Notes On Collaborative Filtering

The collaborative filtering is a commonly used model in recommendation systems. Suppose we have a bunch of goods and a group of users who have rated some of the goods, we want to infer the ratings a user will rate on the goods that have not yet been rated on.

Following is the notation, suppose we have $n$ users $\mathcal{U} = \{u\}^n$, $m$ items $\mathcal{I} = \{i\}^m$, and $\{r_{ui}\}$ are non-negative numbers which denotes the observations of the ratings user $u$ give item $i$, we want to infer the value of $\{\hat{r}_{ui}\}$ that have not been observed yet.

Neighborhood models

Here I will introduce two kinds of neighborhood models: user to user / item to item models, and content based models.

user to user / item to item

This sort of algorithms are based on the assumption that users with similar rating behaviour are more likely to rate the same score on a certain item, or similar items will have similar ratings on the other side, where the former one is called the user-oriented approach and the latter one is called the item-oriented approach.

For the user-oriented approach, based on the previously observed ratings behaviour of the users, the similarity $s_{uv}$ between user $u$ and user $v$ can be calculated.

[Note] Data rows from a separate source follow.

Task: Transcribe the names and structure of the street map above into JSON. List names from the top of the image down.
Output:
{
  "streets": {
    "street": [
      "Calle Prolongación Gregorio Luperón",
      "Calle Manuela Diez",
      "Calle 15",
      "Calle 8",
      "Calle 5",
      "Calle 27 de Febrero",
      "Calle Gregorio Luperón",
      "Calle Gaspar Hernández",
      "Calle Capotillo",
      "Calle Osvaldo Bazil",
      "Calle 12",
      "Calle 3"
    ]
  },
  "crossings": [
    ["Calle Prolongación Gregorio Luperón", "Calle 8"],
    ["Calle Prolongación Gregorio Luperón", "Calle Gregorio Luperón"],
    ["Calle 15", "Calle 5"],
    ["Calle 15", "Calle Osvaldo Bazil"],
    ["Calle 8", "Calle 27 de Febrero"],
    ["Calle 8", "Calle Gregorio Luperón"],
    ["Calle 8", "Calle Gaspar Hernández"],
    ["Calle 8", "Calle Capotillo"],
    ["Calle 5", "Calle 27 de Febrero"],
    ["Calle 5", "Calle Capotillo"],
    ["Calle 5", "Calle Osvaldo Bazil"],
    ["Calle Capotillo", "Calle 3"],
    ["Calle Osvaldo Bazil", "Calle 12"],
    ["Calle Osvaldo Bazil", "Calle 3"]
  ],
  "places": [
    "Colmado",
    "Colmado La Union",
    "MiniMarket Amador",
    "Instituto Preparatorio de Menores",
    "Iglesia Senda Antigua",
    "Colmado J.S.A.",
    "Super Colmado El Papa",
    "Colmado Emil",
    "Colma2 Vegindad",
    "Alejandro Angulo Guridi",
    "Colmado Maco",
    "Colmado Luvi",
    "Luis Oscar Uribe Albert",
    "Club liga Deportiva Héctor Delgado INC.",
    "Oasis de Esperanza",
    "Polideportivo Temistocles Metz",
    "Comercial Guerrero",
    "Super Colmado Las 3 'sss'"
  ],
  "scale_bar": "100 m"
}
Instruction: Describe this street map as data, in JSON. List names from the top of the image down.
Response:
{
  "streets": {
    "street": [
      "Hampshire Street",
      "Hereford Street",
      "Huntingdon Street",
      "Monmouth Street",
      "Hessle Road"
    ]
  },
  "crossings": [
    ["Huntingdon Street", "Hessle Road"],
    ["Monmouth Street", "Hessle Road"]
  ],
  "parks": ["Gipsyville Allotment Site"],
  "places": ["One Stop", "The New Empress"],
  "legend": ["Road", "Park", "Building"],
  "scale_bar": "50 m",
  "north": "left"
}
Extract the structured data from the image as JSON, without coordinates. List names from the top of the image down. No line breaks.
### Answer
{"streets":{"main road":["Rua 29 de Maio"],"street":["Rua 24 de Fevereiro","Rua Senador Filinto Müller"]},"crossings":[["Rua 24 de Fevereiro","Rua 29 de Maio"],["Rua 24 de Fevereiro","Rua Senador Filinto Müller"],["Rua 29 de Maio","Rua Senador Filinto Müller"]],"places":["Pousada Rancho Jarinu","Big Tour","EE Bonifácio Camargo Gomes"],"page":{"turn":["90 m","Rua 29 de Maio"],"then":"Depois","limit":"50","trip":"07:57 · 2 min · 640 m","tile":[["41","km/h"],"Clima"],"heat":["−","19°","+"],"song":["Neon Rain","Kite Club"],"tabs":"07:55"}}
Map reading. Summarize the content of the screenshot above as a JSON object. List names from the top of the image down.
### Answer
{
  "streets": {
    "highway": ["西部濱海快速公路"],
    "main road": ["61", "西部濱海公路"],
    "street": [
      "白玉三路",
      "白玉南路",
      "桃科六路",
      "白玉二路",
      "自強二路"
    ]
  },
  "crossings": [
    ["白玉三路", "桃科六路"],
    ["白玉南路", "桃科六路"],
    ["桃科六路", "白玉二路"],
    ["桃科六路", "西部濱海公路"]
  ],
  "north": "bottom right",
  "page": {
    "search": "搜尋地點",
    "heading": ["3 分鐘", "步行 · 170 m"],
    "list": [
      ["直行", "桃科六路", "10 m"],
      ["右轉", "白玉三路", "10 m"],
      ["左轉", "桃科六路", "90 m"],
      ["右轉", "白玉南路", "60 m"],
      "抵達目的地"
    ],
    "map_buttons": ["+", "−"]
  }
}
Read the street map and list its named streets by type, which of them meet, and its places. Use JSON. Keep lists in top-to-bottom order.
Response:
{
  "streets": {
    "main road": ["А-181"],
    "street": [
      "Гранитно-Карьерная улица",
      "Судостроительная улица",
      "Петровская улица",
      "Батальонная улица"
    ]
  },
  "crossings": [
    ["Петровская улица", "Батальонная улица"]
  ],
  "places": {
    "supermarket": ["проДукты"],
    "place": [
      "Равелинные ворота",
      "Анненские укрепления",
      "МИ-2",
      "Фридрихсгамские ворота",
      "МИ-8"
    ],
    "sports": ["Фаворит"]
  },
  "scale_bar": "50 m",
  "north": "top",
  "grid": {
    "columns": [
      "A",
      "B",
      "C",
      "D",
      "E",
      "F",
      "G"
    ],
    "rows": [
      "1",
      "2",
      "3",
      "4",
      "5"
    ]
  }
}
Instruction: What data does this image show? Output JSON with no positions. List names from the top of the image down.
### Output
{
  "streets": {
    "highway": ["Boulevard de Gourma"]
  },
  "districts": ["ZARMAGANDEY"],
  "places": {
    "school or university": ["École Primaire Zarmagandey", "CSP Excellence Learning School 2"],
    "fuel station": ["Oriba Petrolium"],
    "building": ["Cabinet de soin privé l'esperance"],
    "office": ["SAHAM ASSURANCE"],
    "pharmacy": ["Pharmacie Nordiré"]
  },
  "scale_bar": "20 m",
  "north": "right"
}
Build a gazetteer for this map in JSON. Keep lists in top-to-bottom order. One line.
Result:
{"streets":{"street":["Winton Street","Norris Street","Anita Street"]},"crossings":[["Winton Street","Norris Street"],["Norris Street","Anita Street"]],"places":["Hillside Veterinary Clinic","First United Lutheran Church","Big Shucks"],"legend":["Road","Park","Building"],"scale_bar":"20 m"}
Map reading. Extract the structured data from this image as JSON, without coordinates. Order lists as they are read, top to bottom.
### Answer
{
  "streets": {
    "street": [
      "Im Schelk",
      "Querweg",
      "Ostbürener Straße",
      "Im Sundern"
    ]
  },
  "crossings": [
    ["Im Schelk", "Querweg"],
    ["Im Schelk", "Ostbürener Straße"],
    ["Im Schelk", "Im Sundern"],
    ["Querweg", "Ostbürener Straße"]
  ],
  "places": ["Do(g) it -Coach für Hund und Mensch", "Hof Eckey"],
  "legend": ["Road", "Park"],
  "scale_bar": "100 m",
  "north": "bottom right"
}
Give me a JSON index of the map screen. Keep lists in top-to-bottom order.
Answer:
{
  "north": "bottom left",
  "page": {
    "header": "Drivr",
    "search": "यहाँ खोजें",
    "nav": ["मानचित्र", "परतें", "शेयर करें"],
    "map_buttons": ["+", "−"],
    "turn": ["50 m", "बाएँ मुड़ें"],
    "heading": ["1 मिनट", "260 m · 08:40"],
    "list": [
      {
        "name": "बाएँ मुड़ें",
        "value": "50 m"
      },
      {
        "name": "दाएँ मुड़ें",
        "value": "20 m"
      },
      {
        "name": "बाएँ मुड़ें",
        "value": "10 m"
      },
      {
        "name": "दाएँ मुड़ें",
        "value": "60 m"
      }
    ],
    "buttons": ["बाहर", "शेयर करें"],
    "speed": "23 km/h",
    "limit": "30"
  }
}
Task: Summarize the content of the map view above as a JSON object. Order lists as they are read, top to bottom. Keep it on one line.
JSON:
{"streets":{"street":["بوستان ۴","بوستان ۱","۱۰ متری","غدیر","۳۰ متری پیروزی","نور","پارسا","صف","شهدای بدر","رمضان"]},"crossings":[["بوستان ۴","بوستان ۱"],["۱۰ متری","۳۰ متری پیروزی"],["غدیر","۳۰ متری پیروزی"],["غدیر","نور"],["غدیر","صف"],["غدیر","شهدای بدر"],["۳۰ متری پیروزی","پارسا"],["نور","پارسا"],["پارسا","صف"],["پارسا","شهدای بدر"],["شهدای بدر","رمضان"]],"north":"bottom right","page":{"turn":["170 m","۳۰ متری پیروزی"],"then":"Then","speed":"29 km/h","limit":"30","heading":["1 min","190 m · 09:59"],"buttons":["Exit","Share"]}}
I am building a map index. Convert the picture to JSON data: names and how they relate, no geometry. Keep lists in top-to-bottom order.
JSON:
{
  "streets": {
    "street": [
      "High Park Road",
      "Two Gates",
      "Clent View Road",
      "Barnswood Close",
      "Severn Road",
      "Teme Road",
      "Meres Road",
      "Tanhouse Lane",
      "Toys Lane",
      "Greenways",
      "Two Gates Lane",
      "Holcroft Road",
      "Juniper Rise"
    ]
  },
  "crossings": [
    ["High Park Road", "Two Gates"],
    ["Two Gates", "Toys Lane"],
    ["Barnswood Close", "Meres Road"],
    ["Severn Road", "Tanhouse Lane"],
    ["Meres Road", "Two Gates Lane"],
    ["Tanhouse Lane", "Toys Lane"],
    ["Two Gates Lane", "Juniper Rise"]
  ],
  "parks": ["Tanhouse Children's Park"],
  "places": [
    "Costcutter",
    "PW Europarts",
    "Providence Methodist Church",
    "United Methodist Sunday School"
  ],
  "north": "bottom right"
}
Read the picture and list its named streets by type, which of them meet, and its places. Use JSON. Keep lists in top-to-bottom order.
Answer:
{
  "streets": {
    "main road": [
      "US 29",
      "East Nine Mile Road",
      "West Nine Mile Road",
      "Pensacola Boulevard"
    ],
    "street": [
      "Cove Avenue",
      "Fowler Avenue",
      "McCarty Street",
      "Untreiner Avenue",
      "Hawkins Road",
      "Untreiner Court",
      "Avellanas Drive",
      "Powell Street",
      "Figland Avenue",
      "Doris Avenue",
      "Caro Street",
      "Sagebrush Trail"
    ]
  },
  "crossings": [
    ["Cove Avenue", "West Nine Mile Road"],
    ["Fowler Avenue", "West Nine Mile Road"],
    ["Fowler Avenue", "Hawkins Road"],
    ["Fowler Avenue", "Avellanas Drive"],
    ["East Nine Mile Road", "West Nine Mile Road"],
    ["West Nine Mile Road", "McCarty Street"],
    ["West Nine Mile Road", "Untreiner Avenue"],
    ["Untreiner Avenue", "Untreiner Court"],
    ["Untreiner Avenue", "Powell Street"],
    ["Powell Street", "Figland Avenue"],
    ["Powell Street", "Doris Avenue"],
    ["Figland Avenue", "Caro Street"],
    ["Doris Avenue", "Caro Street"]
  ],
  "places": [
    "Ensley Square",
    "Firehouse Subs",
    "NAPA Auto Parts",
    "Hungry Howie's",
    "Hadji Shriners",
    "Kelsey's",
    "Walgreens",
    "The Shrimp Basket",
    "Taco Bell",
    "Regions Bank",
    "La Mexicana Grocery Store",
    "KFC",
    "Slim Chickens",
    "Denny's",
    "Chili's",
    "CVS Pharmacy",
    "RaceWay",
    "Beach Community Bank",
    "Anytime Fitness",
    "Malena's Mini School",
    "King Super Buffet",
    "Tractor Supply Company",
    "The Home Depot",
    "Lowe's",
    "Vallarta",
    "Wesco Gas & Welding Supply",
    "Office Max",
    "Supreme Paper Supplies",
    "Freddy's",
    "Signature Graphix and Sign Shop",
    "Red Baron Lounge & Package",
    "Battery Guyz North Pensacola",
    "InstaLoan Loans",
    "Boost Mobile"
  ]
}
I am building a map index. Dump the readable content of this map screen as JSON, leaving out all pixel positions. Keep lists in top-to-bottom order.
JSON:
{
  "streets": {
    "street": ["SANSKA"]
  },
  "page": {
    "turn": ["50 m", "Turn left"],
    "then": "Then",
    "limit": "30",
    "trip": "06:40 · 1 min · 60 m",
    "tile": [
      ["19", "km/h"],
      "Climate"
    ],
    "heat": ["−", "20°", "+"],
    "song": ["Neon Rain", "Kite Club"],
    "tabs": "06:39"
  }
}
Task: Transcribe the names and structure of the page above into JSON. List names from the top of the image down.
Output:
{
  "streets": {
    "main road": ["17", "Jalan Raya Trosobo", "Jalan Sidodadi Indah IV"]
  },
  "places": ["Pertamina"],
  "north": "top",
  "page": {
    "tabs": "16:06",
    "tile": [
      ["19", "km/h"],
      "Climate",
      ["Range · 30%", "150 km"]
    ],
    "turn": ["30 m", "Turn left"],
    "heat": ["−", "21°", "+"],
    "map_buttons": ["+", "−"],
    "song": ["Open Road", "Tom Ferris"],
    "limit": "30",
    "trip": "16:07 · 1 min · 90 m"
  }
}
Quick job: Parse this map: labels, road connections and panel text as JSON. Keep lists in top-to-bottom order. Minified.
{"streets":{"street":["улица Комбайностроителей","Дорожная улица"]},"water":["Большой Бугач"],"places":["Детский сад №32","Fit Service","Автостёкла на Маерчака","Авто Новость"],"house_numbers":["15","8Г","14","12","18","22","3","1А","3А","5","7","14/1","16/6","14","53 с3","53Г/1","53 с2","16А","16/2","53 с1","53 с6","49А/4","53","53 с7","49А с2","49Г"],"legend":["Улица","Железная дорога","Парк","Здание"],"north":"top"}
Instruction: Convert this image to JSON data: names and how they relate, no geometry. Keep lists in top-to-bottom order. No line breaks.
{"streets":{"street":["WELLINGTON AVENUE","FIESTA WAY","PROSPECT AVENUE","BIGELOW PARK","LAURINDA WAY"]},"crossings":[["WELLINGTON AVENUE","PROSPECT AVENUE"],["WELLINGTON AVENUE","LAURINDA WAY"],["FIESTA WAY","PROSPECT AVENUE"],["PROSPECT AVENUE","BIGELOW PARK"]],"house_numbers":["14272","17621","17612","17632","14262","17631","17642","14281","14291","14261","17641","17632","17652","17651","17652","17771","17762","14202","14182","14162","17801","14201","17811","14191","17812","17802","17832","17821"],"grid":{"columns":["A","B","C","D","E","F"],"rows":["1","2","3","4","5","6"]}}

To infer the unobserved rating $\hat{r}_{ui}$, we first find the $k$ closest users $\mathcal{S}^k(u; i)$ to the user $u$ who had previously rated on item $i$, then the rating $\hat{r}_{ui}$ is calculated as:

$\hat{r}_{ui} = \frac{1}{\Phi}\sum_{v \in \mathcal{S}^k(u; i)}s_{uv}r_{vi}$

where $\Phi = \sum_{v \in \mathcal{S}^k(u; i)}s_{uv}$ is the normalization factor.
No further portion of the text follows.